Record excerpts

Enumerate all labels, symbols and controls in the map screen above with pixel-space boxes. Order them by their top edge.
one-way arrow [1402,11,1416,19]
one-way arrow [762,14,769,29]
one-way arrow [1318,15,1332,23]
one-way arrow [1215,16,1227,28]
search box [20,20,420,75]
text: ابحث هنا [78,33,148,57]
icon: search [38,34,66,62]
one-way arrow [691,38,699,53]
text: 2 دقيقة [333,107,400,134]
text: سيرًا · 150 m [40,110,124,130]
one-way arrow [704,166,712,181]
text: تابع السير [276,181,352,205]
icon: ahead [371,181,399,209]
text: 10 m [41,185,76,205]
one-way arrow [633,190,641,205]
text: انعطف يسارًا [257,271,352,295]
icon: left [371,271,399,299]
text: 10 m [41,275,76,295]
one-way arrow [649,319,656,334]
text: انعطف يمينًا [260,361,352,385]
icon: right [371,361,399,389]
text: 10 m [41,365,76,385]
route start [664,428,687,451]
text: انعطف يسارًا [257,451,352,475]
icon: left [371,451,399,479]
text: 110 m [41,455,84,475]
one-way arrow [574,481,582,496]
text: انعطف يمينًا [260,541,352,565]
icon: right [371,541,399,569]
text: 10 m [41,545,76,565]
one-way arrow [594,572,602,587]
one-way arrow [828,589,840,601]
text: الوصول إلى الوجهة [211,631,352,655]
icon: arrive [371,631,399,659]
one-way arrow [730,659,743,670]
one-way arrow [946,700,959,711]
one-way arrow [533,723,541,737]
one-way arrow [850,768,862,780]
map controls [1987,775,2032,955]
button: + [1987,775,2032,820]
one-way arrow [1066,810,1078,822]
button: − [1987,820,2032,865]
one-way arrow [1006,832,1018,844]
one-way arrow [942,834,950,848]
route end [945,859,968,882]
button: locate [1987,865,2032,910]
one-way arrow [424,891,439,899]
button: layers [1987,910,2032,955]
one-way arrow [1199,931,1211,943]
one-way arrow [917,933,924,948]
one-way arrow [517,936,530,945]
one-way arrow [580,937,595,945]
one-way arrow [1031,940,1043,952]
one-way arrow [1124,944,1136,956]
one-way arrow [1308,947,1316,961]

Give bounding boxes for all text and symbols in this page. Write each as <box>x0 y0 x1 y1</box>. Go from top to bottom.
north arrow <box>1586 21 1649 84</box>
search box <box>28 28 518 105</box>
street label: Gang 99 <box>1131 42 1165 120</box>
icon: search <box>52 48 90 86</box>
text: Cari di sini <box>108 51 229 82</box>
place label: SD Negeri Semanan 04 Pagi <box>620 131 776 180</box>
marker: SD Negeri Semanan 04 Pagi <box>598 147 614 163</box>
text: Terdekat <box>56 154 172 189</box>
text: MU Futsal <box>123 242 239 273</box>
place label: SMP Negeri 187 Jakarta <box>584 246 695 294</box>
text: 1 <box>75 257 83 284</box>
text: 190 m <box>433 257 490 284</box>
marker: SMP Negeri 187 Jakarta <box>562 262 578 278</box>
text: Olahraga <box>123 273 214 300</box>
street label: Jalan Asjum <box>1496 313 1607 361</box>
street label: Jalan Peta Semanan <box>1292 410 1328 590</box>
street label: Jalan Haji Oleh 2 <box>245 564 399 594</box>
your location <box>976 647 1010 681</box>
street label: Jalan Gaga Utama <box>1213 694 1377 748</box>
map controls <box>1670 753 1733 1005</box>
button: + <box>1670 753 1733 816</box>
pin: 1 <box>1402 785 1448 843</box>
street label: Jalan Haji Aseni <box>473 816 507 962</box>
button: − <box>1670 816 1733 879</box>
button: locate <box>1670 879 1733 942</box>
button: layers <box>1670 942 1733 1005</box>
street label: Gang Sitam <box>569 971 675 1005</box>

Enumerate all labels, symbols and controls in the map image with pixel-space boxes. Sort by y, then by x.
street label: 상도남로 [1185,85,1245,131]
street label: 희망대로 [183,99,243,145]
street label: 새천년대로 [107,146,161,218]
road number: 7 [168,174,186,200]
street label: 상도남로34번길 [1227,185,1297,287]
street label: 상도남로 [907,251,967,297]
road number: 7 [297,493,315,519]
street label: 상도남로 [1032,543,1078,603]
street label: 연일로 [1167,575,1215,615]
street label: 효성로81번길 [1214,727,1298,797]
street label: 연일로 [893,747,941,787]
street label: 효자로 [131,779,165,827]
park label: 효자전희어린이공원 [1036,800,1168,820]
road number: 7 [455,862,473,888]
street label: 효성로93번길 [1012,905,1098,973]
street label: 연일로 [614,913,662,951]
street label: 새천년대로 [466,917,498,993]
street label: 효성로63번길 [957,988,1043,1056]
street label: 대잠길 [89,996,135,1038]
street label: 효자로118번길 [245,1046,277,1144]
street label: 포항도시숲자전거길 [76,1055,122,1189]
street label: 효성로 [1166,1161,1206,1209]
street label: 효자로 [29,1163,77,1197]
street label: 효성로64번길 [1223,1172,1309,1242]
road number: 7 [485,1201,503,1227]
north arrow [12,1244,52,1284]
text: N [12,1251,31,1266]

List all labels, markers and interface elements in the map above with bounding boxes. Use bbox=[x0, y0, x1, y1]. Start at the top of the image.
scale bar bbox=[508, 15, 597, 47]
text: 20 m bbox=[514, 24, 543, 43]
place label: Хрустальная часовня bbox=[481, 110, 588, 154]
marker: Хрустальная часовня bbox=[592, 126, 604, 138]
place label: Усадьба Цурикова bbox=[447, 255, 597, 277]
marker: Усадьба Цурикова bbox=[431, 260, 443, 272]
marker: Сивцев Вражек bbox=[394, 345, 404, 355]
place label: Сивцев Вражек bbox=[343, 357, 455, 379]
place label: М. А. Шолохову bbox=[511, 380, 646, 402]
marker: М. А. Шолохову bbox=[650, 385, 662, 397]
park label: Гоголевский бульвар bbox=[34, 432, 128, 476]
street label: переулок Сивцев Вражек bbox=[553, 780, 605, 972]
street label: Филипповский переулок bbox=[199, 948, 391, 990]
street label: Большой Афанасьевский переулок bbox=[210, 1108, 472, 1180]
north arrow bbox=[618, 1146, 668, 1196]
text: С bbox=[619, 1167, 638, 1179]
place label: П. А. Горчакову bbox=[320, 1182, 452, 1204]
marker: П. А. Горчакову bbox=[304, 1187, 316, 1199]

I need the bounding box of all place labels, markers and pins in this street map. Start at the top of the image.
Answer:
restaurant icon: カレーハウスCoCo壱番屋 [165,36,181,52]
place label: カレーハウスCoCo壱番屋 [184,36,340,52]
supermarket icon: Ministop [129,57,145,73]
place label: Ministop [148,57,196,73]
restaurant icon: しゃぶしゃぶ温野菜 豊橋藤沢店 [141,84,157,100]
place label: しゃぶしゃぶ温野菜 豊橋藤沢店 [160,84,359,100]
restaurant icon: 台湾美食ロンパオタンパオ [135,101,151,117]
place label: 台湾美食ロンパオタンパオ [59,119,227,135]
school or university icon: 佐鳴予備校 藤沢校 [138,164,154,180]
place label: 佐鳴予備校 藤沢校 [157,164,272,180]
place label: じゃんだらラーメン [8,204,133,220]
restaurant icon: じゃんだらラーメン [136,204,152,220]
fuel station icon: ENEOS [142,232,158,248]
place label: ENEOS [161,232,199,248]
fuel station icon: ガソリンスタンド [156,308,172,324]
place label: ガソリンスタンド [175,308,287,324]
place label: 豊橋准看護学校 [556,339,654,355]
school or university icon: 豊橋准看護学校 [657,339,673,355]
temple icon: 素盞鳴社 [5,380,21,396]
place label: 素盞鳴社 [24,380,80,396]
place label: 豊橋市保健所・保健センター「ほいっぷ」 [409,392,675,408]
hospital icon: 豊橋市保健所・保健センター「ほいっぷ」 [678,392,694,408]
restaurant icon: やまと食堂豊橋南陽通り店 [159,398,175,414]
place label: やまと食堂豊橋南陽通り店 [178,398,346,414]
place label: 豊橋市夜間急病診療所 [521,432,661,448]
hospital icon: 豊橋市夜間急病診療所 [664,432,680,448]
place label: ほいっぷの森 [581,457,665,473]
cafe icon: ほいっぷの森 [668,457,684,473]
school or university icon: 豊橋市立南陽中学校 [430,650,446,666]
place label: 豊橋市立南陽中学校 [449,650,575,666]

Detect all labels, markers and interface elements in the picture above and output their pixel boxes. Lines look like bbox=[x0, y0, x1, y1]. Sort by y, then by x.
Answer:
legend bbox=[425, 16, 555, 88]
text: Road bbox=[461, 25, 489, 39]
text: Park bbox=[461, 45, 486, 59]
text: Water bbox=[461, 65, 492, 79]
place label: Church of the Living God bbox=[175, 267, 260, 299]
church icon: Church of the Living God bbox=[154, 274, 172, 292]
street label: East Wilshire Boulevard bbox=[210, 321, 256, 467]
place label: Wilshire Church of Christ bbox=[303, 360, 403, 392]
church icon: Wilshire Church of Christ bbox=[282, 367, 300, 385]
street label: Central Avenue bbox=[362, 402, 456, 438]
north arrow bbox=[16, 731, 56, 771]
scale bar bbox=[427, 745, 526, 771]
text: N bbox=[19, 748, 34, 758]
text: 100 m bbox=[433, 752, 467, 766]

Problem
Check each line of the data for the word "Haji", then state only how many lines hold it.

Exercise solution
2